Material for this exercise ->
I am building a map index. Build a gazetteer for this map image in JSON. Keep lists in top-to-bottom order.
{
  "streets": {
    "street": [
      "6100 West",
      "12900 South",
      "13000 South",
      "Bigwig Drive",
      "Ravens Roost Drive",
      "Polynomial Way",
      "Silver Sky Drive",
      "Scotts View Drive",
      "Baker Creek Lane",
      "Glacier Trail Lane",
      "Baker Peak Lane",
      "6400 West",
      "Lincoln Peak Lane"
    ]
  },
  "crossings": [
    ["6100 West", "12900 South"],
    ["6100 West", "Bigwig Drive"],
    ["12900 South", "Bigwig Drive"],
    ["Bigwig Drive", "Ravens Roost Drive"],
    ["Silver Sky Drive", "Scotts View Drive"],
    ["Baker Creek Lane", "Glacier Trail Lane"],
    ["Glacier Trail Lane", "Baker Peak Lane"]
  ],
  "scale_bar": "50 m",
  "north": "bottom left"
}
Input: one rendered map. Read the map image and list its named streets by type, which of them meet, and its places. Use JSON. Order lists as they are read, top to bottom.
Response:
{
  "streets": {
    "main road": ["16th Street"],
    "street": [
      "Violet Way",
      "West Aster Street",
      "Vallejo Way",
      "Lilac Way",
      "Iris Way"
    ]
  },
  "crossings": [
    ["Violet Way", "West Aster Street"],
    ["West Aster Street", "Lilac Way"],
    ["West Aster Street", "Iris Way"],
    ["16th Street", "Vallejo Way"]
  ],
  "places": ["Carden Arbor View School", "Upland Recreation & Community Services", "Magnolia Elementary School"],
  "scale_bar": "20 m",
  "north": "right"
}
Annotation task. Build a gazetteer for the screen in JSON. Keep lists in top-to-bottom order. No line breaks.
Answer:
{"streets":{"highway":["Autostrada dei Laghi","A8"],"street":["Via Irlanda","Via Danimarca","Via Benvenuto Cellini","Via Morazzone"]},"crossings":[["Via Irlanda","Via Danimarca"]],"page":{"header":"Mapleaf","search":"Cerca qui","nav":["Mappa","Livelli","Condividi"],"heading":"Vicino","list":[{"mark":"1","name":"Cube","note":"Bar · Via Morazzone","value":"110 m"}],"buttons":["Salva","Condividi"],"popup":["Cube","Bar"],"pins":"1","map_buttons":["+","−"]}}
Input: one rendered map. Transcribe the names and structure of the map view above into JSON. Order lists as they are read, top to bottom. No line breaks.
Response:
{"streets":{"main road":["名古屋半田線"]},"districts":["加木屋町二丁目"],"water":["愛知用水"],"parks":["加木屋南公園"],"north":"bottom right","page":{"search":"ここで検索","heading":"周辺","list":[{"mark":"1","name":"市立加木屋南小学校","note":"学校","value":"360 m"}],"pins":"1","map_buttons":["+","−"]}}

Task to complete -> Only what runs from the line containing "Input: one rendered map. Read" through the final line of the entries above belongs in the answer, restated exactly.

Answer ->
Input: one rendered map. Read the map image and list its named streets by type, which of them meet, and its places. Use JSON. Order lists as they are read, top to bottom.
Response:
{
  "streets": {
    "main road": ["16th Street"],
    "street": [
      "Violet Way",
      "West Aster Street",
      "Vallejo Way",
      "Lilac Way",
      "Iris Way"
    ]
  },
  "crossings": [
    ["Violet Way", "West Aster Street"],
    ["West Aster Street", "Lilac Way"],
    ["West Aster Street", "Iris Way"],
    ["16th Street", "Vallejo Way"]
  ],
  "places": ["Carden Arbor View School", "Upland Recreation & Community Services", "Magnolia Elementary School"],
  "scale_bar": "20 m",
  "north": "right"
}
Annotation task. Build a gazetteer for the screen in JSON. Keep lists in top-to-bottom order. No line breaks.
Answer:
{"streets":{"highway":["Autostrada dei Laghi","A8"],"street":["Via Irlanda","Via Danimarca","Via Benvenuto Cellini","Via Morazzone"]},"crossings":[["Via Irlanda","Via Danimarca"]],"page":{"header":"Mapleaf","search":"Cerca qui","nav":["Mappa","Livelli","Condividi"],"heading":"Vicino","list":[{"mark":"1","name":"Cube","note":"Bar · Via Morazzone","value":"110 m"}],"buttons":["Salva","Condividi"],"popup":["Cube","Bar"],"pins":"1","map_buttons":["+","−"]}}
Input: one rendered map. Transcribe the names and structure of the map view above into JSON. Order lists as they are read, top to bottom. No line breaks.
Response:
{"streets":{"main road":["名古屋半田線"]},"districts":["加木屋町二丁目"],"water":["愛知用水"],"parks":["加木屋南公園"],"north":"bottom right","page":{"search":"ここで検索","heading":"周辺","list":[{"mark":"1","name":"市立加木屋南小学校","note":"学校","value":"360 m"}],"pins":"1","map_buttons":["+","−"]}}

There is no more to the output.